Observations and reports have shown that success or high academic achievement of students in this subject has become a herculean task to accomplish in recent times due to these inadequate.
Moreover, Essien (2012) reported poor performance of students in this important subject. Therefore, this poor performance of students has attracted much concern by educational stakeholder.
In addition, Soyinka (2012) observed that the decline in the academic performance of students and said that academic standard had fallen drastically and needs destructive. It is therefore necessary to find out the causes of such poor performance in our junior secondary schools. Therefore, this study seeks to examine the impact of classroom variables in the teaching of integrated science in Onna Local Government Area.
1.3 Purpose of the study
Generally, study was to examine the influence of classroom variables on the teaching of integrated science.
Specifically, the study sought to:
(i) Examine the impact of class-size on the teaching of integrated science.
(ii) Examine the effect of classroom facilities on the teaching of integrated science.
1.4 Significance of the Study
The findings of this study will be useful in the following ways:
(i) Firstly, it will provide a conducive teaching and learning environment for students and teachers
(ii) Secondly, policy makers shall find the findings of this study useful in deciding on rightful class-size in our schools.
(iii) Also, Government will see the need to improve/promote more classrooms.
(iv) Educational stakeholders will also see the need to provide more classroom facilities.
1.5 Research Questions
The following research questions were formulated to guide the study:
(i) To what extent does class-size impact on the teaching of integrated science in Onna Local Government Area?
(ii) To what extent does classroom facilities affect the teaching of integrated science in Onna Local Government Area?

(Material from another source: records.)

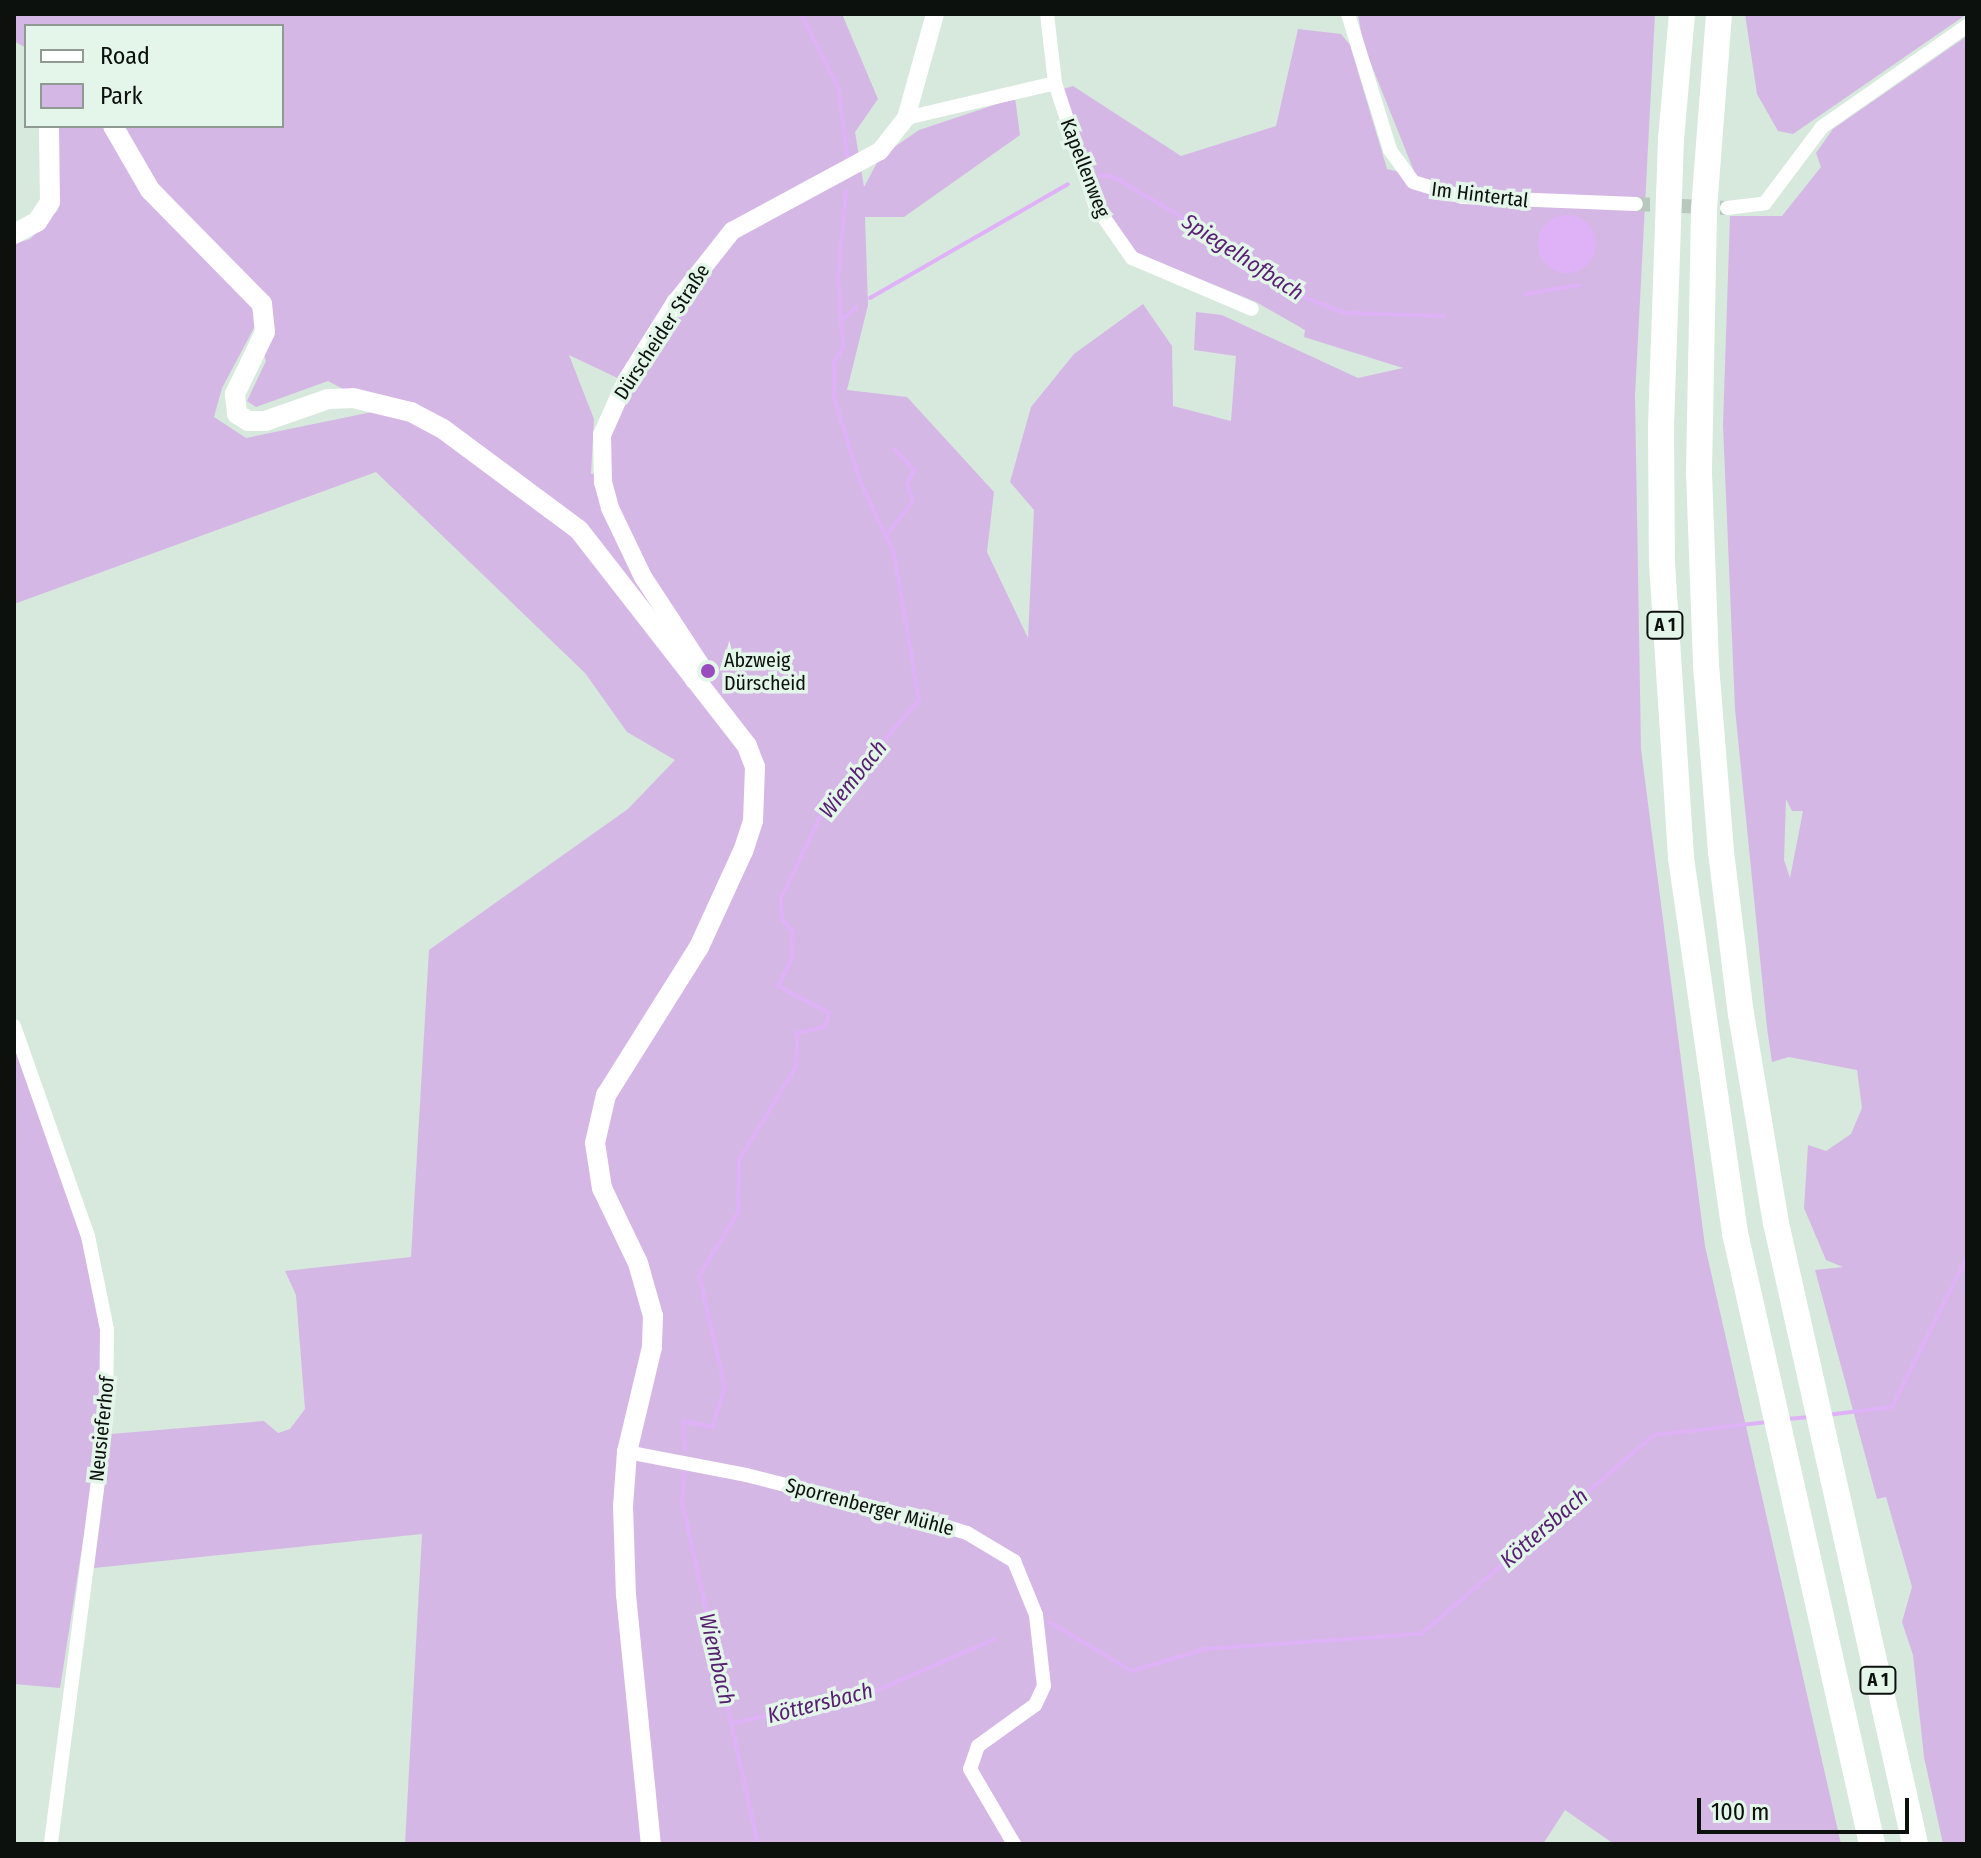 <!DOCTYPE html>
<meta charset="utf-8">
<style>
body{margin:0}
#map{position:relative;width:1981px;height:1858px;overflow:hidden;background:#d7e8dd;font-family:"Fira Sans Condensed",sans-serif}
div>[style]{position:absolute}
.green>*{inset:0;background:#d5b7e6}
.water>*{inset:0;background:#dfb2f8}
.round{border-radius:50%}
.stream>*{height:4px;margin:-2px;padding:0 2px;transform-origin:2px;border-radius:2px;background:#dfb2f8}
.minor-tunnel>*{height:14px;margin-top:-7px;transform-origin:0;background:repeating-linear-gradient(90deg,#b9c8be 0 14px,transparent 0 21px)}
.minor>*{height:14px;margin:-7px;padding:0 7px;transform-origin:7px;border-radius:7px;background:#fff}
.tertiary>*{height:18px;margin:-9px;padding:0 9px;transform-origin:9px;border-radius:9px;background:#fff}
.secondary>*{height:20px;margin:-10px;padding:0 10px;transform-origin:10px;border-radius:10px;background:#fff}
.motorway>*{height:26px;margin:-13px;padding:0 13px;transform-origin:13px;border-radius:13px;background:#fff}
.dots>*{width:22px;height:22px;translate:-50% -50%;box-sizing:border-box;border:4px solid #e4f5ea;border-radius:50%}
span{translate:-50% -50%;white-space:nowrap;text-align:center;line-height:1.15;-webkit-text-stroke:7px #e4f5ea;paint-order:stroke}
.shield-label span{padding:2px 6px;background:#e4f5ea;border:2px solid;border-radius:6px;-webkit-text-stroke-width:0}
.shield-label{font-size:18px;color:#0c110e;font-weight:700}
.street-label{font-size:20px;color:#0c110e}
.poi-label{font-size:20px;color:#0c110e}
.left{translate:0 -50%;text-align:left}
.water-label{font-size:22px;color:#572071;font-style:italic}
.frame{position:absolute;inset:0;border:16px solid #0c110e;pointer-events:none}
.legend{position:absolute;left:24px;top:24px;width:260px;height:104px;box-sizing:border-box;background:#e4f5ea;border:2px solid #8e9a92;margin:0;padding:10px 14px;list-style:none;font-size:24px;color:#0c110e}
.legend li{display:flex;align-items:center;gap:16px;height:40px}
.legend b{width:40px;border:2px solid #8e9a92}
.scale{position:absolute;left:1697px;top:1798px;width:212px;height:36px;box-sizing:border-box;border:4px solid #0c110e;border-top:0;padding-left:10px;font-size:24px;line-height:28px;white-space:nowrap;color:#0c110e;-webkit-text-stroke:6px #e4f5ea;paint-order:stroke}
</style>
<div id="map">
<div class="green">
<div style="clip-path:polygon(evenodd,14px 14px,842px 14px,878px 99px,855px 132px,864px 187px,880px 157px,919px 130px,1015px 98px,1020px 135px,904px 217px,865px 217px,868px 305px,847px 390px,907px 397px,994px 492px,987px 552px,1028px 638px,1034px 510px,1010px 482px,1031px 407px,1074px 354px,1143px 304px,1172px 346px,1173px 406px,1231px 421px,1236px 356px,1194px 350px,1196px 312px,1222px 315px,1358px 378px,1403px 368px,1304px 337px,1305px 330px,1256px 302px,1137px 253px,1101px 202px,1063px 89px,1073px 86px,1181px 156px,1276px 126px,1298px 29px,1341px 34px,1350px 45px,1387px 169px,1416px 176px,1363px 44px,1358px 14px,1655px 14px,1635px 396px,1641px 749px,1705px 1246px,1841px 1844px,1614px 1844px,1565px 1810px,1543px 1844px,1023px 1844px,965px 1770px,1010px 1844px,405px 1844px,422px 1534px,94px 1568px,111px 1434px,264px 1421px,278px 1433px,290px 1429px,305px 1409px,296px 1295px,285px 1271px,411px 1257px,429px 950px,628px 809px,675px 760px,627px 732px,585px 673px,376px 472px,14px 604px,14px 244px,30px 239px,58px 210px,57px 126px,282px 126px,282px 26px,26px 26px,26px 48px,14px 41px,14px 14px,701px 272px,631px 391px,606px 445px,606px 472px,591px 474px,594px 419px,569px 355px,628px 383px,668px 296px,701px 272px,14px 14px,255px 326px,266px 361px,247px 401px,256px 407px,328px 381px,382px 410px,246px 438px,214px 417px,222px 388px,255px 326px)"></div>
<div style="clip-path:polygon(1745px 14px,1967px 14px,1793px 134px,1778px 131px,1757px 94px)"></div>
<div style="clip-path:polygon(evenodd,1967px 36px,1967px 1844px,1943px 1844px,1924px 1757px,1913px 1655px,1902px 1622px,1912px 1587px,1886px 1497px,1877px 1499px,1815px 1270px,1843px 1267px,1826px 1260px,1804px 1208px,1808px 1145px,1826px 1151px,1851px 1134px,1862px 1108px,1857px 1070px,1789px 1057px,1772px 1062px,1767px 1028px,1735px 709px,1723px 425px,1730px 216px,1782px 216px,1821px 167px,1816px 153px,1833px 129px,1967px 36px,1786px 799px,1792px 811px,1803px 811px,1790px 878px,1784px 860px,1786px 799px)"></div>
<div style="clip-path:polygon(14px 1032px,88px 1236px,104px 1331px,102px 1420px,60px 1688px,14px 1684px)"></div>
</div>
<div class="water">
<div class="round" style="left:1538px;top:215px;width:58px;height:58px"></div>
</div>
<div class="stream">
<div style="left:801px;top:14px;width:82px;rotate:63.1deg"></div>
<div style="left:838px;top:87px;width:73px;rotate:82.1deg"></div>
<div style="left:1099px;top:175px;width:15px;rotate:8deg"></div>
<div style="left:1114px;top:177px;width:131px;rotate:30.7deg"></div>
<div style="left:1227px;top:244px;width:82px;rotate:36.6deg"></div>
<div style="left:1293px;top:293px;width:56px;rotate:21deg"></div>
<div style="left:1345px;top:313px;width:99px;rotate:1.7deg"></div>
<div style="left:1525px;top:294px;width:55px;rotate:-9.5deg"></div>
<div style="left:870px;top:298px;width:228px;rotate:-29.9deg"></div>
<div style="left:840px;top:322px;width:22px;rotate:-43deg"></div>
<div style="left:886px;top:536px;width:44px;rotate:-52.4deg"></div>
<div style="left:913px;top:501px;width:18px;rotate:-109deg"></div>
<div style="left:907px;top:484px;width:16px;rotate:-63deg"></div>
<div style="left:914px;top:470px;width:28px;rotate:-134deg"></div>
<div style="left:1827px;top:1415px;width:65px;rotate:-7deg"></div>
<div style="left:1892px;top:1407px;width:168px;rotate:-63.4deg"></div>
<div style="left:1787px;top:1419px;width:23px;rotate:-5deg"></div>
<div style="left:685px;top:1449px;width:28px;rotate:-94deg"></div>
<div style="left:683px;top:1421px;width:30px;rotate:12deg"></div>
<div style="left:712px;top:1427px;width:42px;rotate:-72deg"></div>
<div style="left:725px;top:1387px;width:114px;rotate:-103.2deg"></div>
<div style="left:699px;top:1276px;width:75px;rotate:-58.6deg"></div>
<div style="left:738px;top:1212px;width:52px;rotate:-88.9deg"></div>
<div style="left:739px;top:1160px;width:109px;rotate:-58.5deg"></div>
<div style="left:796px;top:1067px;width:34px;rotate:-88deg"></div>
<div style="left:797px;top:1033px;width:29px;rotate:-12deg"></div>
<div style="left:825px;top:1027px;width:15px;rotate:-74deg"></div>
<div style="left:829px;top:1013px;width:58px;rotate:-152.1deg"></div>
<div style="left:778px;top:986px;width:31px;rotate:-63deg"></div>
<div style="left:792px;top:958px;width:26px;rotate:-88deg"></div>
<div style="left:793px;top:932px;width:17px;rotate:-130deg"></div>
<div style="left:782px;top:919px;width:21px;rotate:-93deg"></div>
<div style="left:781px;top:898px;width:94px;rotate:-64.2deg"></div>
<div style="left:822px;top:813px;width:149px;rotate:-49.4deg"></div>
<div style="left:919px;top:700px;width:149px;rotate:-99.7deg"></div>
<div style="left:894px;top:553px;width:80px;rotate:-115.3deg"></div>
<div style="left:860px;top:481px;width:88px;rotate:-107.2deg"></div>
<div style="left:834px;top:397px;width:34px;rotate:-90deg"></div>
<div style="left:834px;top:363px;width:18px;rotate:-61deg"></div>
<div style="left:843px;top:347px;width:69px;rotate:-94.1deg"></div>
<div style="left:838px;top:278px;width:87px;rotate:-84.7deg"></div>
<div style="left:684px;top:1473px;width:29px;rotate:94deg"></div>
<div style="left:682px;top:1502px;width:350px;rotate:77.5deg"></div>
<div style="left:1049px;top:1622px;width:96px;rotate:30.6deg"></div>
<div style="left:1132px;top:1671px;width:76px;rotate:-16.8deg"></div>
<div style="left:1205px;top:1649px;width:217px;rotate:-4deg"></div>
<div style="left:1421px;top:1634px;width:306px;rotate:-40.5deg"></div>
<div style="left:1654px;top:1435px;width:114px;rotate:-6.6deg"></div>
<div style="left:733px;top:1723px;width:141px;rotate:-12.3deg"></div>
<div style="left:871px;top:1693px;width:135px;rotate:-23.5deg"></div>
</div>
<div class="minor-tunnel">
<div style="left:1636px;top:204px;width:91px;rotate:2.5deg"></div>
</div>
<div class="minor">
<div style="left:1348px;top:14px;width:142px;rotate:72.8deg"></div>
<div style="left:1390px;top:150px;width:39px;rotate:54deg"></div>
<div style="left:1413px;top:182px;width:52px;rotate:16.7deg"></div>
<div style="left:1463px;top:197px;width:173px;rotate:2.3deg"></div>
<div style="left:1055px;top:83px;width:128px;rotate:71.8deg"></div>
<div style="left:1095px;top:205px;width:65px;rotate:55.1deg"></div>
<div style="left:1132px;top:258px;width:130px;rotate:23deg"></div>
<div style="left:906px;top:118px;width:153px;rotate:-13.2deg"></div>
<div style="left:1055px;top:83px;width:69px;rotate:-96.6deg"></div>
<div style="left:1727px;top:208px;width:38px;rotate:-7deg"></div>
<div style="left:1765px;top:203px;width:95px;rotate:-53.1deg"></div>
<div style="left:1822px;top:127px;width:177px;rotate:-34.9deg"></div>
<div style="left:14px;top:1026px;width:223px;rotate:70.6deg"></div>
<div style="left:88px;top:1236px;width:95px;rotate:78.5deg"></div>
<div style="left:107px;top:1329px;width:90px;rotate:90.6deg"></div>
<div style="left:106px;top:1419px;width:429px;rotate:97.4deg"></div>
<div style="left:627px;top:1452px;width:121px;rotate:10.9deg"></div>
<div style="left:746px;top:1475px;width:191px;rotate:14.3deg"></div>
<div style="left:931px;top:1522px;width:38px;rotate:17deg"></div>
<div style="left:967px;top:1533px;width:55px;rotate:30.8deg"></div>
<div style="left:1014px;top:1561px;width:58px;rotate:67.8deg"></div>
<div style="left:1036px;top:1615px;width:71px;rotate:83.6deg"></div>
<div style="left:1044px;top:1686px;width:21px;rotate:115deg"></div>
<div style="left:1035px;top:1705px;width:70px;rotate:144.3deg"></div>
<div style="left:978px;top:1746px;width:24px;rotate:109deg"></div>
<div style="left:970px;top:1769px;width:87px;rotate:59.6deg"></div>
</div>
<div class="tertiary">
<div style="left:694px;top:680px;width:17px;rotate:-69deg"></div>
<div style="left:700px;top:664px;width:104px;rotate:-123.2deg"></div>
<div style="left:643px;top:577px;width:76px;rotate:-115.6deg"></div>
<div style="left:610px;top:508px;width:27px;rotate:-105deg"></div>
<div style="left:603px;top:482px;width:47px;rotate:-91.2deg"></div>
<div style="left:602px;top:435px;width:59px;rotate:-66deg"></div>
<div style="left:626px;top:381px;width:92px;rotate:-57.9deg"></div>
<div style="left:675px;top:303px;width:92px;rotate:-51.6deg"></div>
<div style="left:732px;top:231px;width:168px;rotate:-28.4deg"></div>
<div style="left:880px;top:151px;width:42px;rotate:-51.8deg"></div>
<div style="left:906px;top:118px;width:108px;rotate:-74.4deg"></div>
</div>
<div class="secondary">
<div style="left:113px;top:126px;width:74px;rotate:60deg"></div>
<div style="left:150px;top:190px;width:160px;rotate:45.5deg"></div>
<div style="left:262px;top:304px;width:28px;rotate:84deg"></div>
<div style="left:265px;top:332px;width:69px;rotate:115.8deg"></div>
<div style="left:235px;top:394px;width:20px;rotate:84deg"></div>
<div style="left:237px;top:414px;width:13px;rotate:32deg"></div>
<div style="left:248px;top:421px;width:17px"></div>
<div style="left:265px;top:421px;width:67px;rotate:-19.2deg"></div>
<div style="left:328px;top:399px;width:25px;rotate:-2deg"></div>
<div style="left:353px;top:398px;width:60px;rotate:13.6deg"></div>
<div style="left:411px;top:412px;width:36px;rotate:28deg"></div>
<div style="left:443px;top:429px;width:169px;rotate:36.6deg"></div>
<div style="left:579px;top:530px;width:274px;rotate:52.1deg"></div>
<div style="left:747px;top:746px;width:22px;rotate:69deg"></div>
<div style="left:755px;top:767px;width:54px;rotate:92.1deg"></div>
<div style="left:753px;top:821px;width:32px;rotate:108deg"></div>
<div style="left:743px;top:851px;width:106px;rotate:114.6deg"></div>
<div style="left:699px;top:947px;width:175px;rotate:122.1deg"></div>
<div style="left:606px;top:1095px;width:49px;rotate:102.9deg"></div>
<div style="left:595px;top:1143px;width:46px;rotate:81.2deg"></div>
<div style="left:602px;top:1188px;width:83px;rotate:64.4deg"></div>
<div style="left:638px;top:1263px;width:55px;rotate:74.2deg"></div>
<div style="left:653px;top:1316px;width:31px;rotate:92deg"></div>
<div style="left:652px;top:1347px;width:108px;rotate:103.4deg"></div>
<div style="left:627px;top:1452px;width:54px;rotate:94.2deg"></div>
<div style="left:623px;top:1506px;width:89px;rotate:88.1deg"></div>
<div style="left:626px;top:1595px;width:250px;rotate:84.3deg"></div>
<div style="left:14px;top:234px;width:26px;rotate:-28deg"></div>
<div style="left:37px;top:222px;width:24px;rotate:-57deg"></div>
<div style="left:50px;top:202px;width:76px;rotate:-90.8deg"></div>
</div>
<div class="motorway">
<div style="left:1682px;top:14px;width:125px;rotate:95deg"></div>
<div style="left:1671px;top:139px;width:289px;rotate:92deg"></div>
<div style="left:1661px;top:428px;width:135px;rotate:89.6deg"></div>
<div style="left:1662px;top:563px;width:296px;rotate:86.3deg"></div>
<div style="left:1681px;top:858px;width:379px;rotate:81.8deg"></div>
<div style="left:1735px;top:1233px;width:626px;rotate:77.36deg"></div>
<div style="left:1719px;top:14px;width:198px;rotate:94.4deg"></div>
<div style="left:1704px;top:211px;width:262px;rotate:91.1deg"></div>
<div style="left:1699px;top:473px;width:192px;rotate:87.9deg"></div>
<div style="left:1706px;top:665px;width:188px;rotate:85.4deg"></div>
<div style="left:1721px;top:852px;width:163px;rotate:83deg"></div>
<div style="left:1741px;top:1014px;width:212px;rotate:80.5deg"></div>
<div style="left:1776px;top:1223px;width:636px;rotate:77.38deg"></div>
</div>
<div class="dots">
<div style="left:708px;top:671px;background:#984cbd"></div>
</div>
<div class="shield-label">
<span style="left:1665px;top:625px">A 1</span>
<span style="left:1878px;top:1680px">A 1</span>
</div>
<div class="street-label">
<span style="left:1085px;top:168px;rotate:69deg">Kapellenweg</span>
<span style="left:1480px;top:195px;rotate:7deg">Im Hintertal</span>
<span style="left:662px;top:332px;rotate:-57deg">Dürscheider Straße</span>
<span style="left:102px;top:1429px;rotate:-84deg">Neusieferhof</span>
<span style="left:870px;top:1507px;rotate:15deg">Sporrenberger Mühle</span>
</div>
<div class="poi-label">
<span class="left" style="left:724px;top:672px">Abzweig<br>Dürscheid</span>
</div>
<div class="water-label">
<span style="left:1243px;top:257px;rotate:33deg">Spiegelhofbach</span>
<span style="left:853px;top:779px;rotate:-51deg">Wiembach</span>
<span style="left:1544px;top:1528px;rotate:-41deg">Köttersbach</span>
<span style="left:717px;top:1659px;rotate:77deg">Wiembach</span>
<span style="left:820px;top:1703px;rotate:-14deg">Köttersbach</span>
</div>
<div class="frame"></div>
<ul class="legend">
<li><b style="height:10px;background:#fff"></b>Road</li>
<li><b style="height:22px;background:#d5b7e6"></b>Park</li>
</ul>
<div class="scale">100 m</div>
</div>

1.6 Limitation of the Study
The major limitations which the researcher suggests that will limit this study are financial and time constraints. Classroom variables and teaching of integrated science in secondary schools.
1.7 Delimitation of the Study
The scope of this study was on classroom variables and teaching of integrated science in Onna Local Government Area. The target populations were junior secondary school teachers. The sub variables were class-size and classroom facilities.
1.8 Definition of Terms
Classroom Variables: These are those factors in the classroom which influence the implementation of educational curriculum.
Class-Size: This refers to an educational tools that can be used to describe the average number of students per class in a school.
Classroom Facilities: These are the tools available in the classroom which help in the smooth achievement of lesson objectives.